Now, you could read through most of it, but I'll save you the trouble. Unicode defines 5 important entities:

Unicode Code point — This is a 21-bit number assigned to a character in the Unicode Database. Not all 21-bit numbers are valid code points; they must be no larger than U+10FFFF (the U+XXXX notation refers to the hexadecimal number 0xXXXX referring to a Unicode code point.)
Surrogate — A code point in the range U+D800 and U+DFFF. These are used for encoding in UTF-16.
Unicode Scalar Value — A code point which is not a surrogate value.
Code unit — For UTF-8, this is a single byte in a UTF-8 stream.
Code unit sequence — For UTF-8, this is a sequence of bytes / code units.

UTF-8 allows us to encode a sequence of Unicode scalar values (text) into an equivalent code unit sequence, and vice versa. (These terms become useful when comparing to other encodings like UTF-16. UTF-16 chooses to encode a sequence of Unicode scalar values using a sequence of 16-bit code units.)

In UTF-8, each Unicode scalar value can be encoded in 1, 2, 3 or 4 bytes. The first byte determines how long that scalar value will be. The next 1 to 3 bytes are called "continuation" bytes. The first few bits of each byte determine if this is a 1-, 2-, 3- or 4-byte starting byte or a continuation byte. The other bits contain data related to the encoded scalar value. Table 3-6 describes the exact encoding.

This encoding is not entirely arbitrary. It has a few important properties such as "self-synchronization" where it is possible to decode UTF-8 even in a truncated byte stream. UTF-8: Bits, Bytes, and Benefits lists more observations which make operating over UTF-8 strings convenient.

+----------------------------+----------+----------+----------+----------+
| Scalar Value               | 1st Byte | 2nd Byte | 3rd Byte | 4th Byte |
+----------------------------+----------+----------+----------+----------+
| 00000000 0xxxxxxx          | 0xxxxxxx |          |          |          |
| 00000yyy yyxxxxxx          | 110yyyyy | 10xxxxxx |          |          |
| zzzzyyyy yyxxxxxx          | 1110zzzz | 10yyyyyy | 10xxxxxx |          |
| 000uuuuu zzzzyyyy yyxxxxxx | 11110uuu | 10uuzzzz | 10yyyyyy | 10xxxxxx |
+----------------------------+----------+----------+----------+----------+

Table 3-6 from Unicode Standard 15.0.0 Ch3. UTF-8 bit distribution.

Many sources stop at Table 3-6, however it has three problems.
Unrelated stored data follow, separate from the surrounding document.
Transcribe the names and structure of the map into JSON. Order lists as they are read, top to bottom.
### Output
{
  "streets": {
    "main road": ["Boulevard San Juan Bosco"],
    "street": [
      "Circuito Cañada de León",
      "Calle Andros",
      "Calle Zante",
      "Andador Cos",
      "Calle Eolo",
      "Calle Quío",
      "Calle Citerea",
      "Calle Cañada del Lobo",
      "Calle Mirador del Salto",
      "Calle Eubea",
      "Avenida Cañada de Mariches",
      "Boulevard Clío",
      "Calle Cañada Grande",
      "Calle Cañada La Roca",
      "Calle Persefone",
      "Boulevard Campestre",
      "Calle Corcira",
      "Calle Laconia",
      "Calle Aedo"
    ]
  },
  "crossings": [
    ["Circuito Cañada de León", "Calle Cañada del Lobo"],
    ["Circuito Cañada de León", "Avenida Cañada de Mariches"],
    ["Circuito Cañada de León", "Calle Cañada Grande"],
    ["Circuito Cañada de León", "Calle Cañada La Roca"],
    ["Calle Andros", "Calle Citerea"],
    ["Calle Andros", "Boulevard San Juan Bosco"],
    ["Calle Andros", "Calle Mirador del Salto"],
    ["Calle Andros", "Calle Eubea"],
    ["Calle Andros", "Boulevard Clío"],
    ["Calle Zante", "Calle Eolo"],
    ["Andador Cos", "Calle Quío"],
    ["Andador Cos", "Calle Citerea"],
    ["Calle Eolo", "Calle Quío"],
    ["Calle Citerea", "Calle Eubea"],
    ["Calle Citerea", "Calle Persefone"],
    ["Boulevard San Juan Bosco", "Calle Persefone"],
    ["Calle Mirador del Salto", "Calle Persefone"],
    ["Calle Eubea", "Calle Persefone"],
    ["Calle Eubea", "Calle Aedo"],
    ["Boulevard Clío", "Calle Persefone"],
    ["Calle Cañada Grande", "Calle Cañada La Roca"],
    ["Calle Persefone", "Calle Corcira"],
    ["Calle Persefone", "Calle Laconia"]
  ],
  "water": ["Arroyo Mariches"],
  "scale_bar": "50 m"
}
First, we need to make sure that we only accept the shortest encoding form of a UTF-8 code unit sequence. For example, <0x41> and <0xC1 0x81> both resolve the Unicode scalar value U+41 ('A'). However, the second sequence is longer, and thus a "non-shortest form" error. (I have also heard the term "overlong" for this error.)

Why are "overlong" (or "non-shortest form") encodings bad? One reason is that enforcing a single encoding of each Unicode scalar value in UTF-8 means that substring search doesn't need to decode the code unit sequence. If overlong encoding was allowed, then searching for every instance of 'A' (U+41) would have to match both <0x41> and <0xC1 0x81>. However, this is only true of ASCII characters. You need normalization to have this in general. See Wikipedia: Unicode Equivalence.

The second problem is surrogates. Because UTF-16 cannot encode every 21-bit Unicode scalar value in 16-bit code units, a special range of Unicode code points were allocated to store "surrogates" which can be combined to store a single 21-bit value in two 16-bit numbers. Any Unicode code point between U+D800 and U+DFFF is a surrogate code point. Even though UTF-8 can unambiguously encode surrogates, it is an encoding error to do so.

Finally, the Unicode standard only defines code points between U+0 and U+10FFFF. However, UTF-8 can encode any 21 bit number. For example <0xF5 0x80 0x80 0x80> would result in 0x140000 per Table 3-6. However, that is not a Unicode scalar value, so it should result in a decoding error.

These three rules make writing a correct UTF-8 encoder and decoder a little tricky. Table 3-7 lists all well-formed UTF-8 byte sequences taking into account these restrictions.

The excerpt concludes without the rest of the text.